2. The brake pedal pushes against a piston in a cylinder located under the hood. This part is called the master cylinder, and it’s filled with a liquid called brake fluid.

3. When the piston in the master cylinder is pushed by your brake pedal, it forces the brake fluid out of the master cylinder into tubes called brake lines, which run to each wheel. (A power brake booster located between the brake pedal and the master cylinder increases the force applied to the piston in the master cylinder so that it takes less effort to stop your vehicle.)

4. Each wheel has either a disc brake or a drum brake. To keep it simple, I just look at disc brakes here. (Drum brakes work on the same general principles, as I explain in Chapter 14.) A disc brake is composed of a flat, iron disc (surprise!) sandwiched between a pair of brake pads by a caliper, as shown in Figure 4-15. The caliper contains one, two, or four pistons that force the friction material on the pads against the disc.

Figure 4-15: A disc brake.

5. Brake pads located in the caliper on both sides of the disc grab the disc and force it to stop turning. This forces the wheel to stop turning. When the wheels stop turning, the vehicle comes to a stop.
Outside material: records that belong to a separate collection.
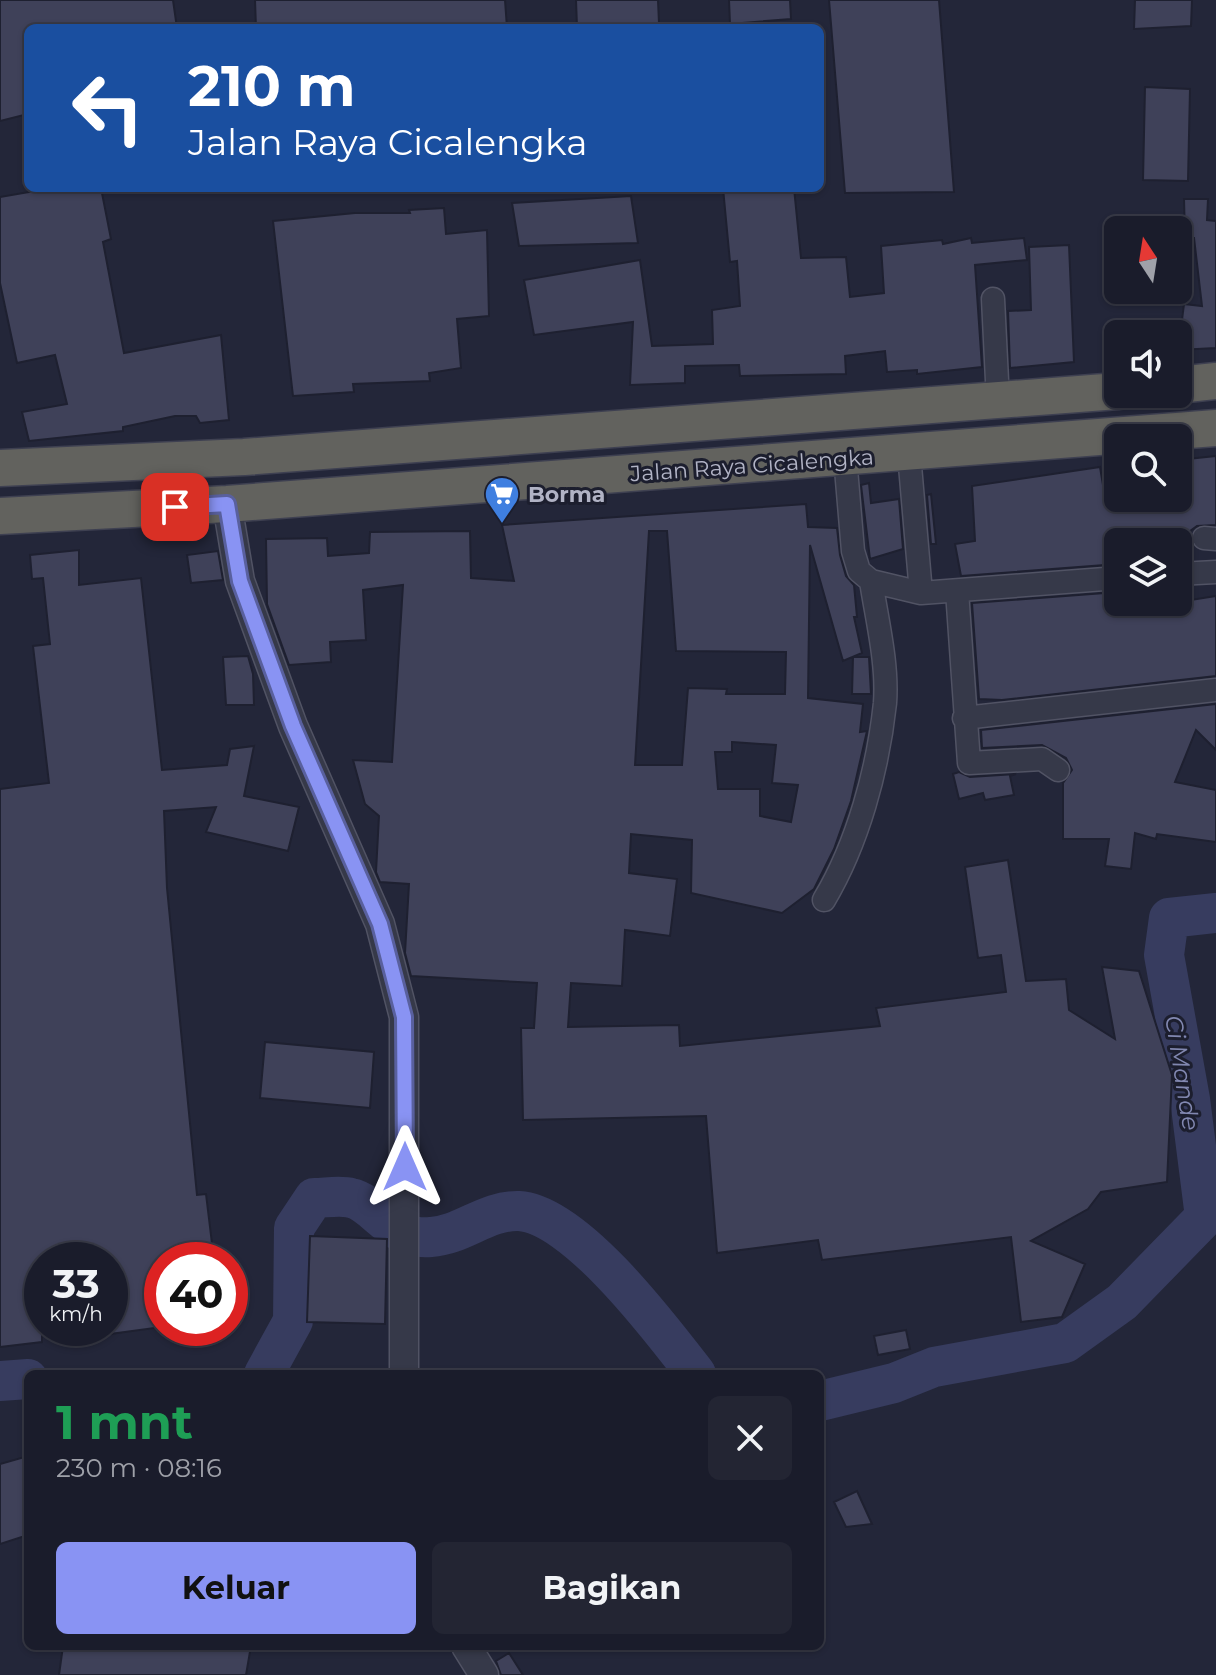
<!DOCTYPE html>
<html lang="id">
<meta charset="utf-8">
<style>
body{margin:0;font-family:Montserrat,sans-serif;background:#232533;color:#f1f3f6;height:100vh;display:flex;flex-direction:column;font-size:30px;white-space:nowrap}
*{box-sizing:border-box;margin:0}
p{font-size:26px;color:#9fa1a9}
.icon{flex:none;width:44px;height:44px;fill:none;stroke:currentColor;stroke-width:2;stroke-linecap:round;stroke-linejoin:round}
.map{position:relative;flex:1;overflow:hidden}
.details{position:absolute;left:24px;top:1370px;width:800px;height:280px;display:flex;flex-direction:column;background:#1a1c2b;border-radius:12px;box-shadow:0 2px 6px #0004,0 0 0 2px #383a47}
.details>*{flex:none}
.guide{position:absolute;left:24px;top:24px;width:800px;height:168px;border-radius:12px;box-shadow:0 2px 6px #0004,0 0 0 2px #383a47;background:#1a4fa0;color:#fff;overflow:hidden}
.needle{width:52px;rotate:348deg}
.tools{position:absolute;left:1104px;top:216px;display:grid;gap:16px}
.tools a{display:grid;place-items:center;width:88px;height:88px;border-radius:12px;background:#1a1c2b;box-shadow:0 2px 6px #0004,0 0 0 2px #383a47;font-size:40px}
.speed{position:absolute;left:24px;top:1242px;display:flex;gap:16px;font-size:40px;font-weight:700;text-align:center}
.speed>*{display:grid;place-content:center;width:104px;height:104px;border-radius:50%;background:#1a1c2b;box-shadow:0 2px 6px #0004,0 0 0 2px #383a47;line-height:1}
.speed small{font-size:20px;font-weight:400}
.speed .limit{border:12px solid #d22;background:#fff;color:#111}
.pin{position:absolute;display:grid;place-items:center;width:68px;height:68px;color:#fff;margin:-34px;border-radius:16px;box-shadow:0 4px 12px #0006}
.me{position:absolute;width:88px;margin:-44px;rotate:0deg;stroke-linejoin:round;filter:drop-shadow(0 0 6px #0008)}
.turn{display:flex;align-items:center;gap:28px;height:168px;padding:0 32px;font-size:36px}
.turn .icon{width:104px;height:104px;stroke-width:2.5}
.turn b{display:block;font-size:56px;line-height:68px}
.round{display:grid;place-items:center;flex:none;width:84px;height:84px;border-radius:12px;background:#232533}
.overview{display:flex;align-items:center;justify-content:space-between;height:136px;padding:0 32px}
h1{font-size:48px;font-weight:700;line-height:60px;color:#1e9e55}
.primary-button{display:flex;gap:16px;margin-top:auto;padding:16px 32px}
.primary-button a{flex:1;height:92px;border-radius:12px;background:#8993f3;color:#111;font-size:32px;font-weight:700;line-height:92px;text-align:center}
.primary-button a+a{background:#232533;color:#f1f3f6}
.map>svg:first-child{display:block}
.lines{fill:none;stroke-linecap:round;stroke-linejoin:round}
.river{stroke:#373c5f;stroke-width:40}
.building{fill:#3f4159;stroke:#1e2030;stroke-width:2;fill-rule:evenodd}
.minor-casing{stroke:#515364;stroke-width:25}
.tertiary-casing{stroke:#515364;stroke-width:31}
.trunk-casing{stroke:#3e4051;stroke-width:39}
.minor{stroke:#363949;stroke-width:22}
.tertiary{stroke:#363949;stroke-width:28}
.trunk{stroke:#62625e;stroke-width:36}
.route-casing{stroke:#59609e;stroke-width:20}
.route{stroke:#8993f3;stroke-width:14}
.labels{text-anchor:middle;stroke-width:6;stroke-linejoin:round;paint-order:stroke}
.street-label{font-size:22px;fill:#b1b3c5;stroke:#1c1e2e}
.poi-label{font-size:22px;font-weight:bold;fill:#b1b3c5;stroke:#1c1e2e;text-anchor:start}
.water-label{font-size:24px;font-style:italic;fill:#8288b1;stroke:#1c1e2e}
</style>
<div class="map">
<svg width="1216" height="1675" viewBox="0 0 1216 1675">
<rect width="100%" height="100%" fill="#232639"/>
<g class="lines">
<path class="river" d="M264,1374L293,1321L294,1228L314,1198C325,1198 340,1195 351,1198C376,1203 390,1241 431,1237C463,1235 486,1210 519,1211C575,1214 662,1330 696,1374
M0,1381L28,1379
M820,1401L894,1383L934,1367L1065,1343L1122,1302L1205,1217L1190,1099L1164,955L1169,918L1216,913"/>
</g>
<path class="building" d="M0,0H173L177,28H28V114L0,121Z
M255,0H505L507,28H256Z
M576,0H658L659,23L577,27Z
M729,0H790L791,19L730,24Z
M829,0H939L954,192L845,193Z
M1135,0H1192L1191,26L1134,29Z
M1145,87L1190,89L1188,181L1143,180Z
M52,188H101L111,239L103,242L124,353L221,335L229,420L200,423L196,416H175L123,427V431L29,441L22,412L67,404L55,355L17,363L0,283V197Z
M723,188H794L801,258L846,257L850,297L884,293L881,246L942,240L943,244L971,238L972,243L1024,238L1027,260L975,265L982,367L917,374V370L887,372L885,351L845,356L846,374L740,376L739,365L685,366V383L630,385L633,322L534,335L524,280L640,260L652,346L713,344L712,310L740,306L737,261L730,262Z
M631,196L638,243L519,246L512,203Z
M1184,199H1208L1207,220L1216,221V348L1178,350V320H1182L1184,304L1202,306L1194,238H1185Z
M444,208L446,234L487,230L489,316L457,319L461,368L429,373L430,381L353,384L354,392L293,396L273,221L355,213H410L409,210Z
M1069,245L1074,362L1010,368L1008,311L1031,310L1029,247Z
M1216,456V525L1197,526L1186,534L1187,542H1118V564L961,576L955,544L975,541L972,486L1100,467L1103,485L1118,483V498H1178V460Z
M869,483L871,503L899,499L903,549L870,559L861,485Z
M931,494L936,544H931L927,495Z
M806,504L808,527L837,528L840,555L846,576L854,585L857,617H854L862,653L843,661L810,545L808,698L863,704L860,732L867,731L851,801L834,849L814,889L782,913L691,893L692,840L631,834L629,873L677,879L670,936L625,930L622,986L571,983L568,1027L679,1025L680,1046L880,1026L876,1008L1006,992L1001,955L978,958L965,867L1008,860L1026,981L1066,979L1069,1010L1115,1039L1102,967L1139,971L1172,1075L1167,1182L1101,1192L1088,1209L1031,1241L1085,1264L1062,1317L1021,1322L1011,1237L822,1260L818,1240L717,1253L706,1116L523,1120L521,1028H534L537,983L411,976L405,953L409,884L380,882L376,872L379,816L365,804L353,760L392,762L403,585L363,590L366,640L330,642L331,662L289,665L267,604L266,539L327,538L328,556L369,553L370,532L470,531L471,578L514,581L502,525ZM649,531H667L676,651L786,652L785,694H726L727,689L688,688L682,765H635ZM732,742L776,745L772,783L798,785L791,822L760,816V789H718L715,752H732Z
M79,550V585L141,578L162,770L227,765L230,749L254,746L244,796L299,807L288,851L206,832L216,807L164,811L167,888L197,1195L206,1194L214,1260H162V1327L110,1334V1260H42V1342L0,1347V789L49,783L33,646L50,644L43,578L32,579L30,555Z
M218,551L223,580L191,583L187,555Z
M1118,592V602H1178L1216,596V676L1002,700L979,699L972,603Z
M248,656L253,674L254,705H226L223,657Z
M853,657H869L871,694H852Z
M1216,704V750L1196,730L1175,782L1216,790V842L1157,834L1156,839L1135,833L1131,869L1105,866L1109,839H1063V783L1072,770L1066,758L1042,745L982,748L981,730Z
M959,772L970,777L1016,774L1010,776L1014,795L985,800L983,793L959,799L953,774Z
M265,1042L374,1052L370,1108L260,1098Z
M310,1236L387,1239L385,1324L307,1322Z
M906,1330L910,1349L878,1355L874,1336Z
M28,1456V1535L0,1544V1464Z
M857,1491L872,1524L846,1527L834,1502Z
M63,1646H251L246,1675H59Z
M509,1653L523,1675H501L496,1661Z"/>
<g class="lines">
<defs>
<path id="minor" d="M993,299L998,401
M909,454L921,593
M845,457L853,551L859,571L871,581L921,593L1118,578
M1204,538L1216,539
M1178,574L1216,572
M957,591L969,763L1042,759L1058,770
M964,718L1216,690
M824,900C858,843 878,769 885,703C888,664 877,620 871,581"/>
<path id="tertiary" d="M227,504L240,581L293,726L380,924L404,1017V1374
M466,1646L484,1675"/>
<path id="trunk" d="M1178,385L1216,381
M0,468L244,457L1118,391
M0,516L227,504L1216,428"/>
</defs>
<use href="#minor" class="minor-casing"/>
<use href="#tertiary" class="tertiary-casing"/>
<use href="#trunk" class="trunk-casing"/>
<use href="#minor" class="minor"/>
<use href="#tertiary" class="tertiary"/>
<use href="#trunk" class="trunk"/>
</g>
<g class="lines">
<defs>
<path id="route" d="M175,507L227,504L240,581L293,726L380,924L404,1017L405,1167"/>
</defs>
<use href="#route" class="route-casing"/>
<use href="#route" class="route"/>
</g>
<defs>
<symbol id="supermarket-pin" viewBox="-11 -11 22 30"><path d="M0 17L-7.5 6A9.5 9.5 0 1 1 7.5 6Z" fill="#3f7fe0" stroke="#1c1e2e"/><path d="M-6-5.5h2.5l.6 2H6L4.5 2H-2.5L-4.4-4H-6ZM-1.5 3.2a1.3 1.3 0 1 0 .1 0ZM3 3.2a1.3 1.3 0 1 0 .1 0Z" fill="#fff"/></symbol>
</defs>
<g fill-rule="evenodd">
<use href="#supermarket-pin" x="482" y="474" width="40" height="54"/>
</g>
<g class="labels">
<g class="street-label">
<text transform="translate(752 465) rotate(-4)" y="8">Jalan Raya Cicalengka</text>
</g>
<g class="poi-label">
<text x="528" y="502">Borma</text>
</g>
<g class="water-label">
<text transform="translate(1182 1073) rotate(81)" y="8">Ci Mande</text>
</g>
</g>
</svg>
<div class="tools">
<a><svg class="needle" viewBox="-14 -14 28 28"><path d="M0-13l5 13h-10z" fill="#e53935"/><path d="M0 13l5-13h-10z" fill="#9fa1a9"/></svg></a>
<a><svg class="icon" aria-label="sound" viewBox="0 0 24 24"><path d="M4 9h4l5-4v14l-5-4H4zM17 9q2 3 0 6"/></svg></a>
<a><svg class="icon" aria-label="search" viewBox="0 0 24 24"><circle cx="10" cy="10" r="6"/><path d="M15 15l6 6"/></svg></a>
<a><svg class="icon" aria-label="layers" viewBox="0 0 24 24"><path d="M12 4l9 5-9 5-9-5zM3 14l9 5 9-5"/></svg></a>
</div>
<div class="speed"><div>33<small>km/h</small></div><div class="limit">40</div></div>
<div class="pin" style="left:175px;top:507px;background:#d93025"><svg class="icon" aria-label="arrive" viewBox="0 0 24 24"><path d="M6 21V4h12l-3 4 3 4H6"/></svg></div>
<svg class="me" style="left:405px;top:1167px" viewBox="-20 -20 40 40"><path d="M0-17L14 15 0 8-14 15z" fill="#8993f3" stroke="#fff" stroke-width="4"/></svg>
<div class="guide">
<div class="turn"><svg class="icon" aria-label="left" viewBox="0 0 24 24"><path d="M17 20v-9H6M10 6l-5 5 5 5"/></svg><div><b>210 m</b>Jalan Raya Cicalengka</div></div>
</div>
<section class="details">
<div class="overview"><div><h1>1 mnt</h1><p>230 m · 08:16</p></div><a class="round"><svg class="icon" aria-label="close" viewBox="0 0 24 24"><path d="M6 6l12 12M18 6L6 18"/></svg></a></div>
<div class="primary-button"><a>Keluar</a><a>Bagikan</a></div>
</section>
</div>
6. When you take your foot off the brake pedal, the whole process is reversed: The brake pads release their hold on the disc, the fluid moves back up the brake lines to the master cylinder, and the wheels can turn freely again.

Four-wheel disc brakes are standard on most new vehicles. Other vehicles have disc brakes on the front wheels and drum brakes on the rear wheels. A few older vehicles have drum brakes all around.

Now that you have a general picture of how the various systems in your vehicle work together, don’t stop here! The rest of this book goes into detail about each of the systems outlined in this chapter and what you can do to repair them and keep them running smoothly. Be sure to read the chapter on how a particular system works before tackling the related instructional chapter.